J. H. Lee, Jeonghoon Kim, S. Kwon, Dongsoo Lee
International Conference on Machine Learning (2023)
Pretraining Reasoning Benchmark

📝 Paper Summary

Post-Training Quantization (PTQ) Neural Network Compression Large Language Model Quantization
FlexRound optimizes post-training quantization by using element-wise division for rounding, which leverages the reciprocal rule of derivatives to automatically assign more flexible quantization grids to larger, more important weights.
Core Problem
Existing PTQ rounding schemes (like AdaRound) rely on element-wise addition, which restricts weights to be rounded only to their nearest neighbors and fails to inherently prioritize updating important high-magnitude weights.
Why it matters:
  • Quantization-Aware Training (QAT) is resource-intensive and requires full datasets, which may be unavailable due to privacy or legacy issues, making effective PTQ crucial.

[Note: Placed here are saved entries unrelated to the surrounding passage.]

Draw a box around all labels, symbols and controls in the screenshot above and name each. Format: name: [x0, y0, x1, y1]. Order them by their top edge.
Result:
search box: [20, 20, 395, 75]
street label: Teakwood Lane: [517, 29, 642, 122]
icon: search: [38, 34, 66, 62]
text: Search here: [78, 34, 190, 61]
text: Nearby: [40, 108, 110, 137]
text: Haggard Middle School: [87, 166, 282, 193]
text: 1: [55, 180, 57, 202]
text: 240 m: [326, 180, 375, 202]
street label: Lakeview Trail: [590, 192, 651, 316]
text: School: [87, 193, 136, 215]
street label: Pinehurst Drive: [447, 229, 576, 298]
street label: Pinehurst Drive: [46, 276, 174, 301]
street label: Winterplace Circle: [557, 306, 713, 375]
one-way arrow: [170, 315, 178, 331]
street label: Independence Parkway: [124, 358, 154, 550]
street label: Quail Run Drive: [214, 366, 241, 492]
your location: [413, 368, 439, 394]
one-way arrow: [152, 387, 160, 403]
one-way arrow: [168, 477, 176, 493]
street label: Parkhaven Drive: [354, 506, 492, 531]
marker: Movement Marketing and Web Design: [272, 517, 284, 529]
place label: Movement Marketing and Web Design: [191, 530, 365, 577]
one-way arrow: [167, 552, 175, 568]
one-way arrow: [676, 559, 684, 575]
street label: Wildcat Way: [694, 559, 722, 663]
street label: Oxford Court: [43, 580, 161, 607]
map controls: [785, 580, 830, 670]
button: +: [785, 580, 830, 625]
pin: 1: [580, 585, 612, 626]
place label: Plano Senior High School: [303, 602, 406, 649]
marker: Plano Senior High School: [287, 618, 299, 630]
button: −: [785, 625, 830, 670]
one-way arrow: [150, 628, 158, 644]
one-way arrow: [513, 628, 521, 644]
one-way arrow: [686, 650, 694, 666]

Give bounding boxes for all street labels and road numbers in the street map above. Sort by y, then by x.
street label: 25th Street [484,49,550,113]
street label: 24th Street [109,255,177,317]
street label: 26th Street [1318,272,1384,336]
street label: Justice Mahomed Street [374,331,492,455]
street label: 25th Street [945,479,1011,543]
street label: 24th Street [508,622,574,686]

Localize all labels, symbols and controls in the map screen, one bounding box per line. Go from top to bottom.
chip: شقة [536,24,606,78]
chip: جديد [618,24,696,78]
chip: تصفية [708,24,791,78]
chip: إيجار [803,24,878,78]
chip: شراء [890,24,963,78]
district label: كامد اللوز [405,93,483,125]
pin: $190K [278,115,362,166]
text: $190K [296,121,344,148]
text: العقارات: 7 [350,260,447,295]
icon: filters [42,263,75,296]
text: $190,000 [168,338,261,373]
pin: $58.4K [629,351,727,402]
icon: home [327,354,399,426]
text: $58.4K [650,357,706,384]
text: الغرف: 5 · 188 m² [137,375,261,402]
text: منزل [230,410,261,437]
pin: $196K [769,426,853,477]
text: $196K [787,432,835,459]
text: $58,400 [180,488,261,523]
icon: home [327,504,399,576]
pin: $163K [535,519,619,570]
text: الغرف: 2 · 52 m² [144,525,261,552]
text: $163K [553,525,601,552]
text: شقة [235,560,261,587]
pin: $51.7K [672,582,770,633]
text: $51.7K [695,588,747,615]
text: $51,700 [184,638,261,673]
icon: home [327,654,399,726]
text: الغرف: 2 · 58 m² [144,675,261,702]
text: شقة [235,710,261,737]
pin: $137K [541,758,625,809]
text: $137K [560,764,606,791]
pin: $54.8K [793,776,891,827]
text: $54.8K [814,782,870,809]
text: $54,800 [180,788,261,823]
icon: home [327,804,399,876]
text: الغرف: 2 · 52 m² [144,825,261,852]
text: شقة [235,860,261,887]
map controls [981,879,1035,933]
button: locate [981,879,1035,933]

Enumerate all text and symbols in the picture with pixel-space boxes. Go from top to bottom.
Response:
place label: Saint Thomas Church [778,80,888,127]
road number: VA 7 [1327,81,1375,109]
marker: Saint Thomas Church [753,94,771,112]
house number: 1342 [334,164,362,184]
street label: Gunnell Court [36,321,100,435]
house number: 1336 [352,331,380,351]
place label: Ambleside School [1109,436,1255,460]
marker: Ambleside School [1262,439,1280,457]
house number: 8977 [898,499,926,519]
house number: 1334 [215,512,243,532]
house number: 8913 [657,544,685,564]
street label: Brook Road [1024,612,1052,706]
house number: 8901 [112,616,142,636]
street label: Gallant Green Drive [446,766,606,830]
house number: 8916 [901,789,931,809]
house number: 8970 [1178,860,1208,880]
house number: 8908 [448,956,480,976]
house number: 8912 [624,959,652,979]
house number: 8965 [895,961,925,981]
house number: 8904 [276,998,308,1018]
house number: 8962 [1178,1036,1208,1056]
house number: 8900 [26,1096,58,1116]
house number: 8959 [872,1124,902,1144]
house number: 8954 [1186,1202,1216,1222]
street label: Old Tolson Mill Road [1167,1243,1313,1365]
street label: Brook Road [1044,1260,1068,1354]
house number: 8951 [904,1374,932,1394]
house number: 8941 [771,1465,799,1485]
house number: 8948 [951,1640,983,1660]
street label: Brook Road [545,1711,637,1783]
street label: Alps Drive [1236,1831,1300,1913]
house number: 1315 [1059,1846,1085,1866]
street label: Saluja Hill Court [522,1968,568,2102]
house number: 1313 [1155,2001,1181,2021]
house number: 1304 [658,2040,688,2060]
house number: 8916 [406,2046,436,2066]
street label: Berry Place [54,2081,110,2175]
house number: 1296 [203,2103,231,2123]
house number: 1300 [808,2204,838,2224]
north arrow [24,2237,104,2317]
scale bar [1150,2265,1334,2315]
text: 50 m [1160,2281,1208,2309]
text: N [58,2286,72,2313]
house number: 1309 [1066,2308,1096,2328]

  • Current PTQ methods suffer performance degradation on compact architectures (MobileNetV2) or high-bit settings because they enforce rigid rounding constraints.
  • Weights with larger magnitudes are typically more important for network performance, but standard rounding-to-nearest treats all weights equally regardless of their impact.
Concrete Example: In MobileNetV2, weights with absolute values larger than 1.0 are critical. Standard adaptive rounding restricts these weights to the two nearest discrete values. FlexRound allows 12.8% of weights in the first convolutional block to shift to grids further away, preserving accuracy where rigid rounding fails.
Key Novelty
Element-wise Division-based Rounding
  • Replaces the standard additive rounding formulation with a division-based one ($W/S$), allowing the system to jointly learn a common grid size and individual weight scales.
  • Exploits the reciprocal rule of derivatives: the gradient for the scale parameter is proportional to the weight's magnitude, causing larger (more important) weights to receive larger updates and more flexible rounding.
Architecture
Architecture Figure Figure 1
Overview of the FlexRound procedure within the PTQ pipeline.
Evaluation Highlights
  • 12.8% of weights in the first block of MobileNetV2 are rounded 'aggressively' (deviating more than one grid step), demonstrating high flexibility for sensitive, compact models.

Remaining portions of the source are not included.